Collected data entries:
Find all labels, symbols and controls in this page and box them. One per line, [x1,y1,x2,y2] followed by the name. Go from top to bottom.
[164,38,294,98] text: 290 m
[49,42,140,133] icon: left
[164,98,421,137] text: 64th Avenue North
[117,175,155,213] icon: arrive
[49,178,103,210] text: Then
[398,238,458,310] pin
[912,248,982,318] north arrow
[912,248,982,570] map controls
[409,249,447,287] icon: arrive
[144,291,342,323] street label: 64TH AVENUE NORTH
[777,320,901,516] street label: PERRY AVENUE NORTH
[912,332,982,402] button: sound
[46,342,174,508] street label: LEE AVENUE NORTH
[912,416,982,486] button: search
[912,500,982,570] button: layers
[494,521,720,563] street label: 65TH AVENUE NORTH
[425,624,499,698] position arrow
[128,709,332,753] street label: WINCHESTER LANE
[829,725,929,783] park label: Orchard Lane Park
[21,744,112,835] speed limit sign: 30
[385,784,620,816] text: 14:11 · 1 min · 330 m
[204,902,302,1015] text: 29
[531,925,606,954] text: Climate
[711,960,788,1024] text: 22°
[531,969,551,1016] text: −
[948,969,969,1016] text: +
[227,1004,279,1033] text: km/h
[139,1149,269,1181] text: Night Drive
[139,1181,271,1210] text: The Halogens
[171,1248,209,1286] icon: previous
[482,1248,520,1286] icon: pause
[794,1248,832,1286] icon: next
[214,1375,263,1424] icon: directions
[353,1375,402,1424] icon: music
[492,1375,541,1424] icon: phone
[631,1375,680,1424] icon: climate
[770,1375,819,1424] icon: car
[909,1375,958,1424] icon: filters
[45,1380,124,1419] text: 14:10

WHAT THIS TASK INVOLVES:
Line by line, the data should be returned exactly as written.

TASK OUTPUT:
Find all labels, symbols and controls in this page and box them. One per line, [x1,y1,x2,y2] followed by the name. Go from top to bottom.
[164,38,294,98] text: 290 m
[49,42,140,133] icon: left
[164,98,421,137] text: 64th Avenue North
[117,175,155,213] icon: arrive
[49,178,103,210] text: Then
[398,238,458,310] pin
[912,248,982,318] north arrow
[912,248,982,570] map controls
[409,249,447,287] icon: arrive
[144,291,342,323] street label: 64TH AVENUE NORTH
[777,320,901,516] street label: PERRY AVENUE NORTH
[912,332,982,402] button: sound
[46,342,174,508] street label: LEE AVENUE NORTH
[912,416,982,486] button: search
[912,500,982,570] button: layers
[494,521,720,563] street label: 65TH AVENUE NORTH
[425,624,499,698] position arrow
[128,709,332,753] street label: WINCHESTER LANE
[829,725,929,783] park label: Orchard Lane Park
[21,744,112,835] speed limit sign: 30
[385,784,620,816] text: 14:11 · 1 min · 330 m
[204,902,302,1015] text: 29
[531,925,606,954] text: Climate
[711,960,788,1024] text: 22°
[531,969,551,1016] text: −
[948,969,969,1016] text: +
[227,1004,279,1033] text: km/h
[139,1149,269,1181] text: Night Drive
[139,1181,271,1210] text: The Halogens
[171,1248,209,1286] icon: previous
[482,1248,520,1286] icon: pause
[794,1248,832,1286] icon: next
[214,1375,263,1424] icon: directions
[353,1375,402,1424] icon: music
[492,1375,541,1424] icon: phone
[631,1375,680,1424] icon: climate
[770,1375,819,1424] icon: car
[909,1375,958,1424] icon: filters
[45,1380,124,1419] text: 14:10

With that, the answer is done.